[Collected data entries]

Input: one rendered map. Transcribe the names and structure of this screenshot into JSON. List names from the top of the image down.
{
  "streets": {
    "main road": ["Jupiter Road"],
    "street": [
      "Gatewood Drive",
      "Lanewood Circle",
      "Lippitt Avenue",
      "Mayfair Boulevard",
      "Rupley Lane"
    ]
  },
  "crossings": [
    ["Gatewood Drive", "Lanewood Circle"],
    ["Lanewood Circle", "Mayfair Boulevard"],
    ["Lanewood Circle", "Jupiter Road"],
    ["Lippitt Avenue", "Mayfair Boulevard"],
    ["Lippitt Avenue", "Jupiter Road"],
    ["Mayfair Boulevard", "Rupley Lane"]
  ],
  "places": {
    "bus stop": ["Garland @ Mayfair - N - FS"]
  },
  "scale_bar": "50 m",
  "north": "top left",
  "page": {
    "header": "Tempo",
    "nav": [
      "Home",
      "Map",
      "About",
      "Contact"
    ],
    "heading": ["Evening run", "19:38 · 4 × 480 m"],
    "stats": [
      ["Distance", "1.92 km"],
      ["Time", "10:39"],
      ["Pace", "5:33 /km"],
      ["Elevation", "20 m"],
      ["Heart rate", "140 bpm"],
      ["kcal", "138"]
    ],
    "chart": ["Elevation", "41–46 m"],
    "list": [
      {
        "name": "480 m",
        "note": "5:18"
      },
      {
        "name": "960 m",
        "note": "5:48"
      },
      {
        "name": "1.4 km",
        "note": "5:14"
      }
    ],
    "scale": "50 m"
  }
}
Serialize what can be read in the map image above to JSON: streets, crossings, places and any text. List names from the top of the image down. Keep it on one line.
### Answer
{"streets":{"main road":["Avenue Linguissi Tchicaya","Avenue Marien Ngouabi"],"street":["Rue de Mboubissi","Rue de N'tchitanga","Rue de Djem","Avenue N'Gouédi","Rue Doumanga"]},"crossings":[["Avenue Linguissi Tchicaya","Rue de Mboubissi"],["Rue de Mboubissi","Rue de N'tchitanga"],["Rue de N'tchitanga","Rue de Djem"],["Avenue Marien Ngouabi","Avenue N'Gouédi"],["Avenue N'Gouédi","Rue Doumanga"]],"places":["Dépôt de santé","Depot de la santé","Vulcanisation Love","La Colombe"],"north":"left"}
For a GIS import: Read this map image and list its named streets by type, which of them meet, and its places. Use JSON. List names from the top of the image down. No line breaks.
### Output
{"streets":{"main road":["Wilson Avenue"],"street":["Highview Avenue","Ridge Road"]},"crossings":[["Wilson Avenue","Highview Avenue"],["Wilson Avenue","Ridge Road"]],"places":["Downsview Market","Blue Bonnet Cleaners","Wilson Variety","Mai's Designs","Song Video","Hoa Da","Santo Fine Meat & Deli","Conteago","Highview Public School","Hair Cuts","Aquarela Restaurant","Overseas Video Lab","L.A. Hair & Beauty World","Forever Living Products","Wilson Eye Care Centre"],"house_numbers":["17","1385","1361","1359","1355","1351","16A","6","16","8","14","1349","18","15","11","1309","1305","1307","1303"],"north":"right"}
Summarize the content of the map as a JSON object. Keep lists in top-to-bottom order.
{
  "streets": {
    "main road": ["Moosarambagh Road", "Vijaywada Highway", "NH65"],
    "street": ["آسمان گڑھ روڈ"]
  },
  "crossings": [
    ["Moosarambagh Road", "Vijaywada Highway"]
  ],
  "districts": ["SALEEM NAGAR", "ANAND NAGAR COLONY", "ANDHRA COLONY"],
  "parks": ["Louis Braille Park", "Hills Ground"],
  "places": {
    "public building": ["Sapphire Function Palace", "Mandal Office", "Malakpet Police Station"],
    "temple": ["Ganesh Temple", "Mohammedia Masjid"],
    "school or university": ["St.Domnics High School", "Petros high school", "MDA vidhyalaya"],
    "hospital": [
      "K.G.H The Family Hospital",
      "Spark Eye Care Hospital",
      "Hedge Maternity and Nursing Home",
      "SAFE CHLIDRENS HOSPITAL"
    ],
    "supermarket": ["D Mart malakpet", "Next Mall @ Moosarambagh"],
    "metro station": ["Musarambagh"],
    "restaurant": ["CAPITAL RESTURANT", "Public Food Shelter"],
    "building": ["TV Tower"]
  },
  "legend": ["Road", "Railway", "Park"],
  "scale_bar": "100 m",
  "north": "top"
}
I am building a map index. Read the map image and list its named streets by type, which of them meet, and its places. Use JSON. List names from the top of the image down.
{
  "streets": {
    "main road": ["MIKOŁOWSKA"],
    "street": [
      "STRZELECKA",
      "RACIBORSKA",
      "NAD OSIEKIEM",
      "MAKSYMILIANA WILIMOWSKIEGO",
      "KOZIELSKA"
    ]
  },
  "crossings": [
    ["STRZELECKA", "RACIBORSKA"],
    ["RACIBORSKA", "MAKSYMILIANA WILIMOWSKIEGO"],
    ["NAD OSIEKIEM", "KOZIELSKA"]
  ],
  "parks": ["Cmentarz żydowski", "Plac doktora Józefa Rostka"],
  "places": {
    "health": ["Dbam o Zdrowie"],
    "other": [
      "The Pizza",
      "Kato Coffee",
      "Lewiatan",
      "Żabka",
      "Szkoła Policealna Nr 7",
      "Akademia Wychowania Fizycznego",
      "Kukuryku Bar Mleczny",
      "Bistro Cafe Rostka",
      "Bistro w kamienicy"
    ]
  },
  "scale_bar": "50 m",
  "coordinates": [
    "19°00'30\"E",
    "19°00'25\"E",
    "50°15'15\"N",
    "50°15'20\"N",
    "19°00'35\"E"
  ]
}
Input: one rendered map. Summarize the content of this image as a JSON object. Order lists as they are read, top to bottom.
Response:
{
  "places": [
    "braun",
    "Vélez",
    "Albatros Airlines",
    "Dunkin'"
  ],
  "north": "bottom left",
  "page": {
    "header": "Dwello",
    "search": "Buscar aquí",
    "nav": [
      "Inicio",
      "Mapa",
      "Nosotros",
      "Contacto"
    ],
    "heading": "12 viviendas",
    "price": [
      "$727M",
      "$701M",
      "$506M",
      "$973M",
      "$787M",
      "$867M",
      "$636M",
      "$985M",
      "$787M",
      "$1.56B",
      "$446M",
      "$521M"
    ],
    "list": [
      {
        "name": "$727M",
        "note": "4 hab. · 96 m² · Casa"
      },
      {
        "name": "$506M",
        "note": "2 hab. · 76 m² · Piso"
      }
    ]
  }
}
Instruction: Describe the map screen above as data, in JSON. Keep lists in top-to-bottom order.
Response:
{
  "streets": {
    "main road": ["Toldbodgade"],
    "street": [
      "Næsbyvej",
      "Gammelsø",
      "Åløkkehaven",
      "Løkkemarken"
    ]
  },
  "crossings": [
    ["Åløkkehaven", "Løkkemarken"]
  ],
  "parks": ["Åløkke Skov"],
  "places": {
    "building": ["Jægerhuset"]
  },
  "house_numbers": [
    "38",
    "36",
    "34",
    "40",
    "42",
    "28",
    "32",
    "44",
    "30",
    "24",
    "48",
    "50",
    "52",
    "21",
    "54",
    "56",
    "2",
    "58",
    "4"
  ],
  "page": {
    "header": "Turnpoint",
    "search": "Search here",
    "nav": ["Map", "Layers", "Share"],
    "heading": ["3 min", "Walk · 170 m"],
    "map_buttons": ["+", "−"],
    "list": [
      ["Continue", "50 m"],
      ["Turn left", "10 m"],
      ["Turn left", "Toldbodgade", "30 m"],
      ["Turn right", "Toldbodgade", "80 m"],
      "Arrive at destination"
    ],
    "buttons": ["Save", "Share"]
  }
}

EXERCISE REQUIREMENTS:
All lines in the records with the string "Løkkemarken" should be copied out.

WRITTEN RESPONSE:
      "Løkkemarken"
    ["Åløkkehaven", "Løkkemarken"]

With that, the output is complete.